二章

(1)そっと秘密を落とすように、ハーゼは名を呼んだ。

 ルネ・プリンセッセは極めて優秀な、ただ優秀なだけの魔女だった。



 かつて所属していた魔術師団体『母体』において、彼女は有数の魔術師であった。水と氷を従え、賢さと強さで名を知らしめた女。同時に美貌でも知られ、美しい魔女の噂は遠い国の王侯貴族まで届くほどだった。

 振るう力を思えば、なるほど平凡とは言いがたい。

 だが、彼女よりも強く、優秀な魔術師だっていない訳ではない。彼女そのものを示す美しさとて、もしかしたら匹敵する存在はいるのかも知れない。


 けれど恐らく、そんなことは関係がないのだ。彼女に相対する人間はただ一人の例外もなく彼女を畏れ、惹かれ、狂う。

 どうしようもなく、逃れようもなく。

 満ちる前の月を目にした人間が、心を浮き立たせずにはいられないように。


 ルネ・プリンセッセは、美しい女だった。

 賢く、慈悲深く、強い女だった。

 ルネ・プリンセッセは、美しい女だった。

 けれど同時に、愚かで、非情で、弱い女だった。

 まるで、一つの歪みもない姿を見せたかと思えば、欠けた姿を晒し、気まぐれに身を隠す、月のような。

 満月でもなく、かといって新月でもない。

 例えばそれは、弓張りの月のような。


 美しく、危うい女だった。そうでなければ、長年連れ添った使い魔の手を振り払って姿を消すことなどしないだろう。

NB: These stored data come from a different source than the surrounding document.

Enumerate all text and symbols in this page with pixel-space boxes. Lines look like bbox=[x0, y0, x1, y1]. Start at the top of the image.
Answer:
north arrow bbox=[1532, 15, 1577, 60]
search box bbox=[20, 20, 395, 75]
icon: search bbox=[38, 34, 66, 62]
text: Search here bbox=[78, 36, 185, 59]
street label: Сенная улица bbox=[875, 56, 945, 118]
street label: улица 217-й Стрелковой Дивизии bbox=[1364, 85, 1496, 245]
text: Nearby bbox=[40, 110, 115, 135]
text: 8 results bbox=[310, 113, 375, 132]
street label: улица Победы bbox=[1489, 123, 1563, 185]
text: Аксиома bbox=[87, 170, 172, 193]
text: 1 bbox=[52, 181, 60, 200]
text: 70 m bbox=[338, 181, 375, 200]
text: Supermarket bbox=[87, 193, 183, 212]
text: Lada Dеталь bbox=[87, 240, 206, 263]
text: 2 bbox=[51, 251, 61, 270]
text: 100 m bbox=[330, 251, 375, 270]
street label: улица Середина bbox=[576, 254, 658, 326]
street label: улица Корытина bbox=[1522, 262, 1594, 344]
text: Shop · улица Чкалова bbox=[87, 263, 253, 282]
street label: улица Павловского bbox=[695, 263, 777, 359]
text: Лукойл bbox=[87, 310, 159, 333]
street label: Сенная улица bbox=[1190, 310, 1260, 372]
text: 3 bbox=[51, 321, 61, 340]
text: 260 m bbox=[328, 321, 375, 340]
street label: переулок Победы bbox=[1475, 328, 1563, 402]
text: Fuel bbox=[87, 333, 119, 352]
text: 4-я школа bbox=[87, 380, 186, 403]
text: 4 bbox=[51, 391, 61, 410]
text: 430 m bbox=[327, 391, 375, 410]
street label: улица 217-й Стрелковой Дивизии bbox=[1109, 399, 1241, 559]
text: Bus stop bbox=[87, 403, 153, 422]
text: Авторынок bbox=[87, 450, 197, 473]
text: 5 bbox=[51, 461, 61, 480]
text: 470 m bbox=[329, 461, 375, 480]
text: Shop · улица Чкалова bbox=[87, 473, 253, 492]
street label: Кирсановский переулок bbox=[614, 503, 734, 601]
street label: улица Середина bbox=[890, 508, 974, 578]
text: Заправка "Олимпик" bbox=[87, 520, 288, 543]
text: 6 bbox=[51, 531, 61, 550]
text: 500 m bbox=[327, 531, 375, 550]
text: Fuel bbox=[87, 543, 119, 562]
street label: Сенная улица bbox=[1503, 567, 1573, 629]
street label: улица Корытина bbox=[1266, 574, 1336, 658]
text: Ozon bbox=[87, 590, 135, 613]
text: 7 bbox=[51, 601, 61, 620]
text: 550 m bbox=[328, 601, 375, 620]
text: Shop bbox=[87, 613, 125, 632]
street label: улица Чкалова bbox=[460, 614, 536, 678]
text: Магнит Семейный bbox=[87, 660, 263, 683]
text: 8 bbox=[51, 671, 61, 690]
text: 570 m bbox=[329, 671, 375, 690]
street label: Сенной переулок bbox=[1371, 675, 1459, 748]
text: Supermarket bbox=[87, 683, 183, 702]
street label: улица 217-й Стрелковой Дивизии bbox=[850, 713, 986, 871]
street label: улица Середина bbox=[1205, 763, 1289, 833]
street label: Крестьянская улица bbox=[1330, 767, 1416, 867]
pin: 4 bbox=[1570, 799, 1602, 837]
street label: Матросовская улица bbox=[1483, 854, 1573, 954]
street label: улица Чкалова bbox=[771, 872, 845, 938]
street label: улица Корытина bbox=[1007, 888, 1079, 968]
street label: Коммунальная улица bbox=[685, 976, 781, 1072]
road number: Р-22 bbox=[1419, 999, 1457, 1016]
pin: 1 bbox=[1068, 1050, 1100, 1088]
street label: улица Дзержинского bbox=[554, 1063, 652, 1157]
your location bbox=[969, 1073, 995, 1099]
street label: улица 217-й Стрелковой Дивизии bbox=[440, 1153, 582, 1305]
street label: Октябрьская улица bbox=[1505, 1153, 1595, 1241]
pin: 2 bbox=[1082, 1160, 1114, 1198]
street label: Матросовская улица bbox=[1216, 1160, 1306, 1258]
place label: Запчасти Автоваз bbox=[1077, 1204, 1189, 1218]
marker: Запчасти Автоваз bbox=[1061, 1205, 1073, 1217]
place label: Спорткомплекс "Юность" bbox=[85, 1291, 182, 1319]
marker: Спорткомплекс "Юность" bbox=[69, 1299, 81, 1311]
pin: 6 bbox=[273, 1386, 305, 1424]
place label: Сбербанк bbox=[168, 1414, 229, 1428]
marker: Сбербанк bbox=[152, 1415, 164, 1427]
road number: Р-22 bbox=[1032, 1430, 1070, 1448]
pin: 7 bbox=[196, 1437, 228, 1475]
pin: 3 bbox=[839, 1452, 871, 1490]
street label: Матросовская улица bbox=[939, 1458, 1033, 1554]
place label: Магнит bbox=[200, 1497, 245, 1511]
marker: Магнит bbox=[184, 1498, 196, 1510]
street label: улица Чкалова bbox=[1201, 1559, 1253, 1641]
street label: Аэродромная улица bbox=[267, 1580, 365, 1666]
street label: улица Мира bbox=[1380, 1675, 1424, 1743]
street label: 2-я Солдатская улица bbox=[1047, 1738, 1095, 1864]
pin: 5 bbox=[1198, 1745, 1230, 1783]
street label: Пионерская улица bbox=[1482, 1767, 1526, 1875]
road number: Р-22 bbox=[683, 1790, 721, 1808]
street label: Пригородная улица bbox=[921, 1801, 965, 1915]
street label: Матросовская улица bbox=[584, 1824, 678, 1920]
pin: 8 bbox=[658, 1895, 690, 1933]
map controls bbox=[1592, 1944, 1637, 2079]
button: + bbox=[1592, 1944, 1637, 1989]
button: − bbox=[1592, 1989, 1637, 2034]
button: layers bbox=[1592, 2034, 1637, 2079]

 この自分、ハーゼを置き去りにするなどということは。

 考えて、彼は少しだけ笑った。苦い記憶も多い、どうしようもない主であったというのに、どうしたってハーゼの心はルネを求め続けている。

 冬の冷たい風がハーゼの頬を掠めていく。夜の中で、背後の森がざわりと鳴く。ルネと出会ったのも、ちょうど似たような夜だった。

 自然、ハーゼはルネとの出会いを思い出した。もう数え切れないほどに追憶した、平凡な、けれどどうやったって忘れようがない出会いを。



 もう百年以上前のことだ。

 当時のハーゼはハーゼという名ではないただの堕天使なりそこないで、ルネ・プリンセッセはルネ・プリンセッセという名ではないただの女だった。

 出会いは特別なものではない。夜の森を歩いていたときに、向かいから歩いてきた女がルネだったのだ。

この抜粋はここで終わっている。